2. While he was at Bethany, reclining at the table in the home of a man known as Simon the Leper
a woman came to him with an alabaster jar of very expensive perfume, made of pure nard. She broke the jar and poured the perfume on his head.
4. Some of those present were saying indignantly to one another, "Why this waste of perfume?"
5. It could have been sold for more than 300 denarii and the money given to the poor." And they rebuked her harshly.
6. "Leave her alone," said Jesus. "Why are you bothering her? She has done a beautiful thing for me.
The poor you will always have with you, and you can help them anytime you want. But you will not always have me.
8. She did what she could. She poured perfume on my body beforehand to prepare for my burial.
9. I tell you the truth, wherever the gospel is preached throughout the world, what she has done will also be told, in memory of her."
|1. Six days before the passover,
Jesus arrived at Bethany, where Lazarus lived, whom Jesus had raised from the dead.
2. There was a dinner given in Jesus' honour. Martha served while Lazarus was among those reclining on the table with him.
3. Then Mary took a pint of pure nard, an expensive perfume; she poured it on Jesus' feet with her hair. And the house was filled with the fragrance of the perfume.
4. But one of his disciples, Judas Iscariot, who was later to betray him, objected,
5. "Why wasn;t this expensive perfume sold and the money given to the poor? It was worth 300 denarii."
7. Leave her alone," Jesus replied. "It was meant that she should save this perfume for the day of my burial.
8. you will always have the poor among you, but you will not always have me."
|36. Now one of the Pharisees invited Jesus to have dinner with him, and so he went to the Pharisees house and reclined at the table.|
37. Then a woman who had lived a sinful life in that town learned that Jesus was eating at the Pharisees' house, she brought an alabaster jar of perfume,
38. and as she stood behind him at his feet weeping, she began to wet his feet with her tears. Then she wiped them out with her hair, kissed them and poured perfume on them.
39. When the Pharisee who had invited him saw this, he said to himself, "If this man were a prophet, he would know, who is touching him and what kind of woman she is-that she is a sinner."
40. Jesus answered him, "Simon, I have something to tell you."
"Tell me, teacher," he said.
41. "Two men owed money to a certain money lender. One owed him 500 denarii, the other fifty.

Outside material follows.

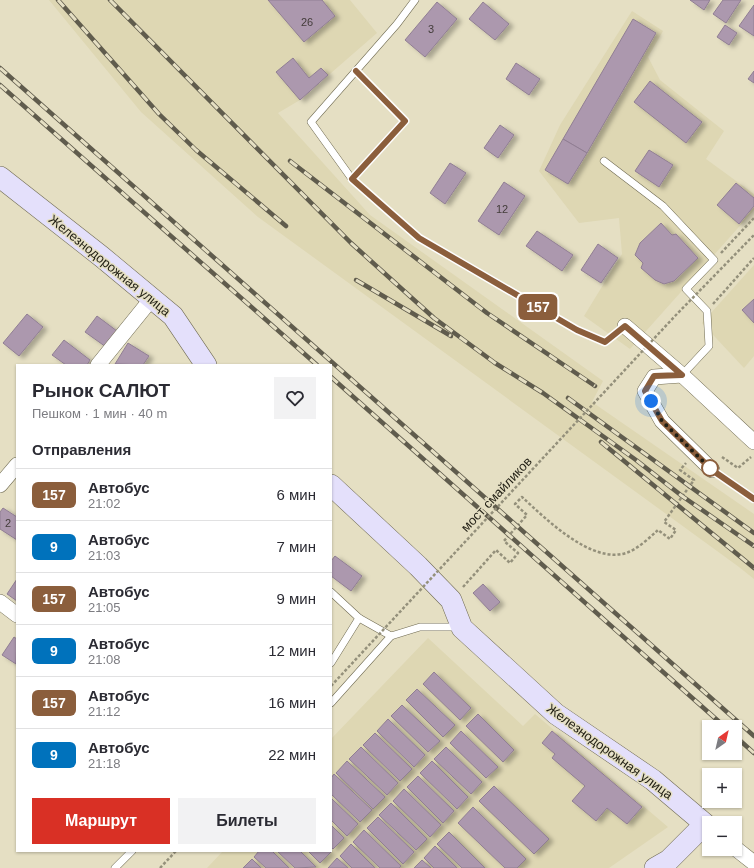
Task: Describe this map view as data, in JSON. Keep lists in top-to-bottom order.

42. Neither of them had the money to pay him back, so he cancelled the debts of both. Now which of them will love him more?"
43. Simon replied, "I suppose the one who had the bigger debt cancelled."
"You have judged correctly," Jesus said,
Although Mark had the woman anointing Jesus' head while John had her anointing his feet, the similarities between the two accounts are so numerous that it could not have referred to two separate events. The similarities include:
- the anointment took place in Bethany
- with the guests "reclining at the table"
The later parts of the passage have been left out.